無理も無い。人間を材料に魔剣を作ったというだけでも異常。その上、ルナは自分の事を造られた人間だと言った。クレアが最初の成功事例だと思っていたのはレイヴンも同じだ。
人間を造ろうとしている魔術師と呼ばれる連中がいるのは知っていても、そんな昔に成功事例があるとはリヴェリアも気付かなかった様だ。

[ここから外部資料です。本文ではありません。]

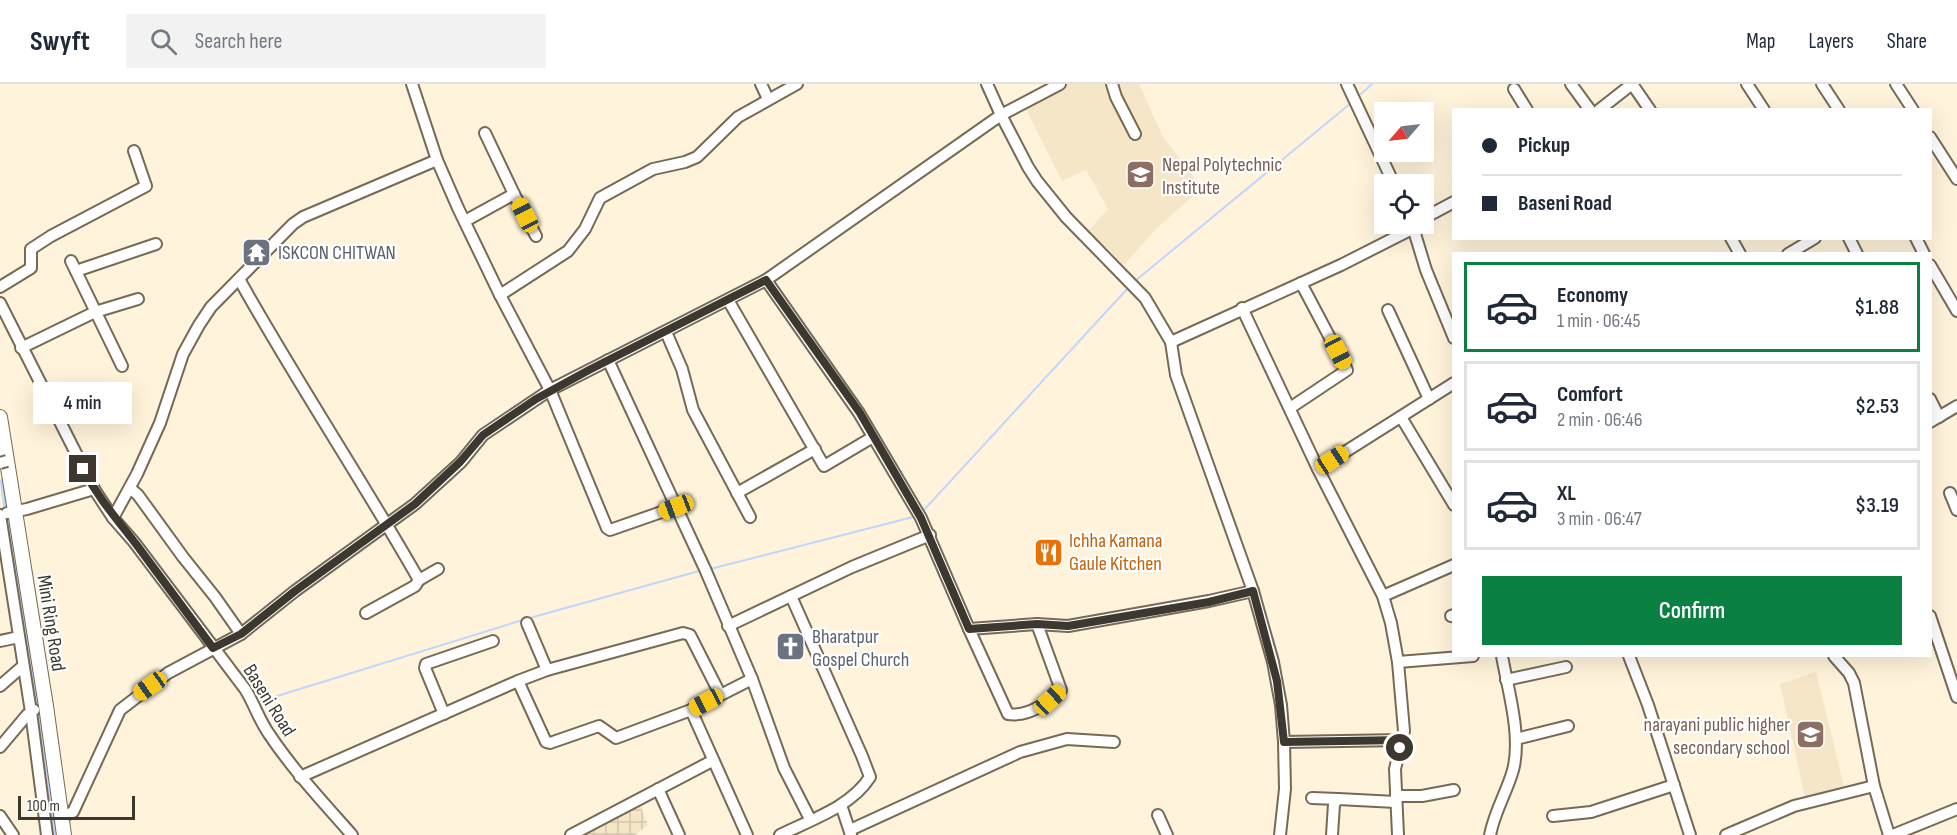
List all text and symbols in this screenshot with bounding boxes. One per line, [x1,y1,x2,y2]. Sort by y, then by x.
search box [126,14,546,68]
text: Swyft [30,25,90,58]
icon: search [147,25,180,58]
text: Search here [195,28,282,55]
text: Map [1746,29,1775,54]
text: Layers [1808,29,1854,54]
text: Share [1887,29,1927,54]
north arrow [1374,102,1434,162]
map controls [1374,102,1434,234]
text: Pickup [1518,132,1570,159]
place label: Nepal Polytechnic Institute [1162,153,1282,200]
school or university icon: Nepal Polytechnic Institute [1125,159,1157,191]
button: locate [1374,174,1434,234]
text: Baseni Road [1518,190,1612,217]
car [509,195,541,235]
temple icon: ISKCON CHITWAN [241,236,273,268]
place label: ISKCON CHITWAN [278,241,396,265]
icon: car [1485,280,1539,334]
text: Economy [1557,282,1628,309]
text: $1.88 [1854,294,1899,321]
text: 1 min · 06:45 [1557,309,1641,333]
car [1322,332,1354,372]
icon: car [1485,379,1539,433]
text: Comfort [1557,381,1623,408]
callout: 4 min [34,382,132,424]
text: 4 min [64,391,101,415]
text: $2.53 [1855,393,1899,420]
text: 2 min · 06:46 [1557,408,1642,432]
car [1312,443,1352,477]
route end [69,455,96,482]
icon: car [1485,478,1539,532]
text: XL [1557,480,1576,507]
car [656,492,696,522]
text: $3.19 [1855,492,1899,519]
text: 3 min · 06:47 [1557,507,1642,531]
place label: Ichha Kamana Gaule Kitchen [1069,529,1162,576]
restaurant icon: Ichha Kamana Gaule Kitchen [1032,536,1064,568]
street label: Mini Ring Road [32,573,70,673]
button: Confirm [1482,576,1902,645]
place label: Bharatpur Gospel Church [812,625,909,672]
church icon: Bharatpur Gospel Church [775,631,807,663]
street label: Baseni Road [238,660,301,741]
car [130,668,170,704]
car [1031,681,1069,719]
car [686,686,726,718]
place label: narayani public higher secondary school [1644,713,1790,760]
school or university icon: narayani public higher secondary school [1795,719,1827,751]
route start [1386,734,1413,761]
scale bar [18,793,135,820]
text: 100 m [27,797,60,816]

「そんな事が……狂っている…………人間を材料にした魔剣? 」
「ああ。胸糞悪い話だ。それと、ルナは生まれ変わった」
「生まれ変わった?」
「氷漬けにされていたルナにはクレアと同じ様に魔核が埋め込まれていた。だから俺は魔物堕ちしたルナを魔剣の力を使って新しい命として生まれ変わらせたんだ」
「……」
「始まりの剣。ステラはこの魔剣をそう呼んでいた。願いを叶える剣だと……」
魔剣の事を調べている最中に始まりの剣などという記述は一切見られなかった。
詳細は不明のままだが、魔神喰いの元になった剣があるのは間違いなさそうだ。
「私がステラに協力していた時はそんな名前の魔剣は持っていなかった。精々がドワーフの作った魔導剣が数本あった程度だ。それに、願いを叶える剣とは何だ? 第一、それでは話が……辻褄が合わないではないか」
「どういう意味だ?」
「考えても見ろ。その魔剣が魔神喰いと呼ばれる由来を。ステラがいつ何処でその剣を手に入れたのかは分からない。しかし、その剣は呪いを受けていたんだ。なら、その剣は作り直すまでも無く、ステラが手にした時には既に魔剣だったという事だ」
「……?」
「分からないか? ステラはルナを使って魔剣を作り直したのでは無い。元々魔剣だった物にルナを……」
「まさか……レーヴァテインと同じ魔剣を作るとは……」
「分からない。それなら、今になって呪いを解いた理由が分からない……分からないんだ…」
ステラもルナも始まりの剣を魔剣にする為だと言っていた。
しかし、今のリヴェリアの話を聞く限り、確かに辻褄が合わない……。
「やれやれ、君達はもっと大事な事を忘れて無いかい?」
まったく答えが出ないまま行き詰まっているとマクスヴェルトがやって来た。
「マクスヴェルト、治療はどうした?」
「何言ってるのさ。そんなの僕にかかれば一瞬だよ。今は不自然にならない様に皆んなには眠ってもらっているよ。それよりも、魔剣だなんだと言っているけど、今回の件といい、どう考えてもレイヴンの為に作ってるでしょ」
「俺の為だと?」
「そうさ。簡単な話だよ。仕方ないから僕が説明してあげるよ。時間も無い事だしね」
マクスヴェルトはそう言って二人の正面に腰を下ろした。